Or - when is an MR not an MR?
Our client was receiving IB and migrated to ESA. Migration decision dated 11/6/14 that she was fit for work.
MR application made on 2/7/14 clearly headed ‘application for MR’. Took over 3 weeks to get from Wolverhampton to Hyde BC!
Letter from Hyde dated 8/8/14 headed “We have looked again at our decision”:
“You asked us to look again at the facts and evidence used to make the decision and looked at the points you have raised. However, we have not changed our original decision.
You can appeal against this decision, but you cannot appeal until we have looked at the decision again. we call this a Mandatory Reconsideration.
Your dispute will now be referred to Dundee Dispute and Resolution Team who will undertake the Mandatory Reconsideration.
When the decision has been looked at again they will send you a letter explaining what they have done. We call this a mandatory Reconsideration Notice. This will include all the information you need to be able to appeal.”

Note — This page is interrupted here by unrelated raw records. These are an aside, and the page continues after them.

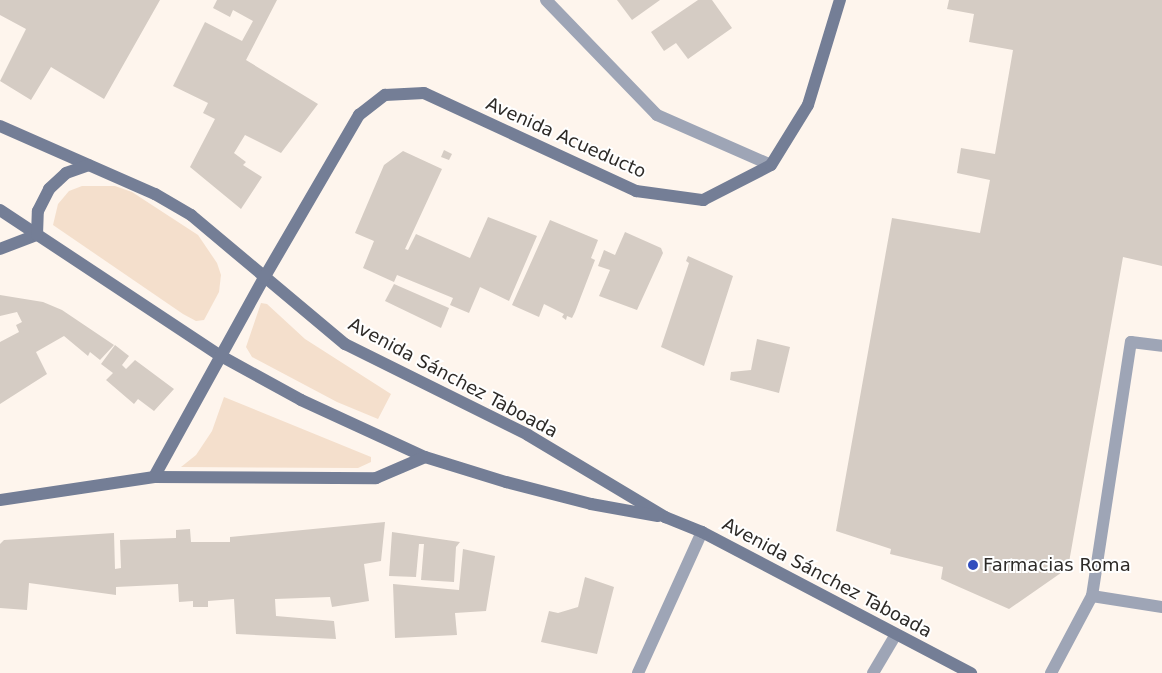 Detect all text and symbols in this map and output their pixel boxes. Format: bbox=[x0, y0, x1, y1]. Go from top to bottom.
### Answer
street label: Avenida Acueducto bbox=[483, 93, 649, 183]
street label: Avenida Sánchez Taboada bbox=[345, 314, 561, 442]
street label: Avenida Sánchez Taboada bbox=[719, 514, 935, 642]
place label: Farmacias Roma bbox=[983, 554, 1131, 576]
marker: Farmacias Roma bbox=[967, 559, 979, 571] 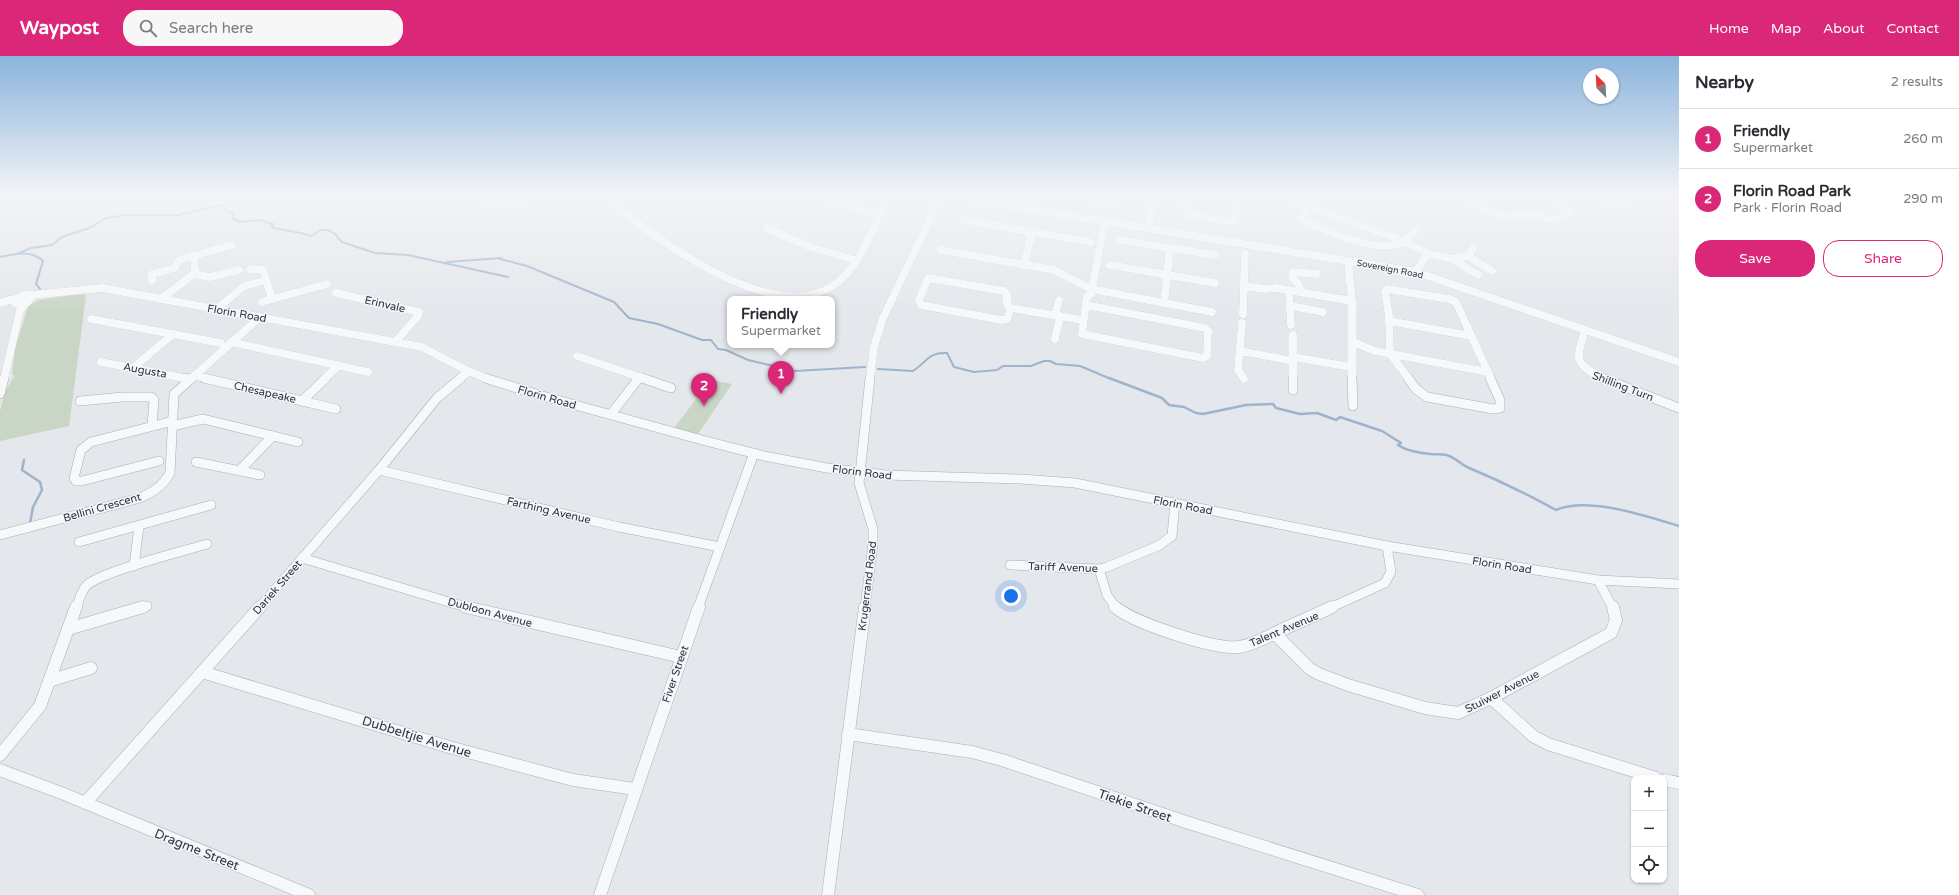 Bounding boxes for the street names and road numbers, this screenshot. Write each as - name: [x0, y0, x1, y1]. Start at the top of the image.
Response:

So what decision has been made by the decision of 8/8/14??
We can only suggest that DWP have interposed an ‘old style’ revision (‘reconsideration’) into the process before they conduct an MR!
There are just not enough offensive terms available!

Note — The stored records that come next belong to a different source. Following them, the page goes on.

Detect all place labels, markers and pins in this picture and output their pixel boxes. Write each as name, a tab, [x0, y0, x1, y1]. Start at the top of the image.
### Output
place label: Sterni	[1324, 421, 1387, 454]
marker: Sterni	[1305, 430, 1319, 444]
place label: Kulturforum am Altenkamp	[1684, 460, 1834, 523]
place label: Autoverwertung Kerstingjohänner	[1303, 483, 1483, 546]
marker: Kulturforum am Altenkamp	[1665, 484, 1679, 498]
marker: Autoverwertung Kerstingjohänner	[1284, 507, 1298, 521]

Dear DWP reader. We expect you to make an urgent call to us for the details of this case and provide an explantion for this nonesence - T. 01865 744165
Had exactly the same with Stockton BC. Although I was told over the phone that “a decision maker has looked at it and has tried to contact the customer three times but was unsuccessful so he can’t change the decision and it’s been sent to Sheffield DRT”. Never got a letter about it.
My enquiry as to what exactly the decision maker at Stockton had been carrying out if not a reconsideration was met with a baffled silence.

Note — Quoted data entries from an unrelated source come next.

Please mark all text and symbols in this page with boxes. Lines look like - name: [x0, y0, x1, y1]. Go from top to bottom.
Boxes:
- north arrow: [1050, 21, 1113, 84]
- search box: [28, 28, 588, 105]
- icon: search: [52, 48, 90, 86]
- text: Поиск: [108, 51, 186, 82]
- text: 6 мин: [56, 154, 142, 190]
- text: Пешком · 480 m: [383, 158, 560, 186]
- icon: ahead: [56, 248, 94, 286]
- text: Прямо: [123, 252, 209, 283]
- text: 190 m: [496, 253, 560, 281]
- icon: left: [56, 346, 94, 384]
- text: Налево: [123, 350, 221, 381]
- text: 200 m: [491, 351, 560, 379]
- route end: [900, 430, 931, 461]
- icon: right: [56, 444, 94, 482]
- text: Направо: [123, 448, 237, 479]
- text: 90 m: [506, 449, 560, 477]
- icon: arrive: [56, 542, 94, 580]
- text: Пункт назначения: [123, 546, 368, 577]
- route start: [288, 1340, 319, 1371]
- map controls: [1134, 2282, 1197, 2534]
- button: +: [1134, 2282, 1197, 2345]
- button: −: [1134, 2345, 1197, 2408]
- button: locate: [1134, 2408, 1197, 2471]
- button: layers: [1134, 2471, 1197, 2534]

It took nearly 5 months to get this client back onto ESA pending appeal as that nonsense was followed by further nonsense via HMCTS and two different DRTs.
I despair.
Whether the DWP or HMCTS likes it or not, and notwithstanding any misleading information it may contain, a notice that says the decision has been looked at again is clearly a valid MR notice. If HMCTS won’t accept it, ask for the refusal to be reconsidered by a judge.
If these teams weren’t scattered all over the country it would actually make perfect sense. Similar thing happens in many HB offices:
- claimant receives decision notice from assessment team
- claimant not happy, decides to apply for revision and keep appeal up sleeve (which is still a choice in HB, not a compulsion)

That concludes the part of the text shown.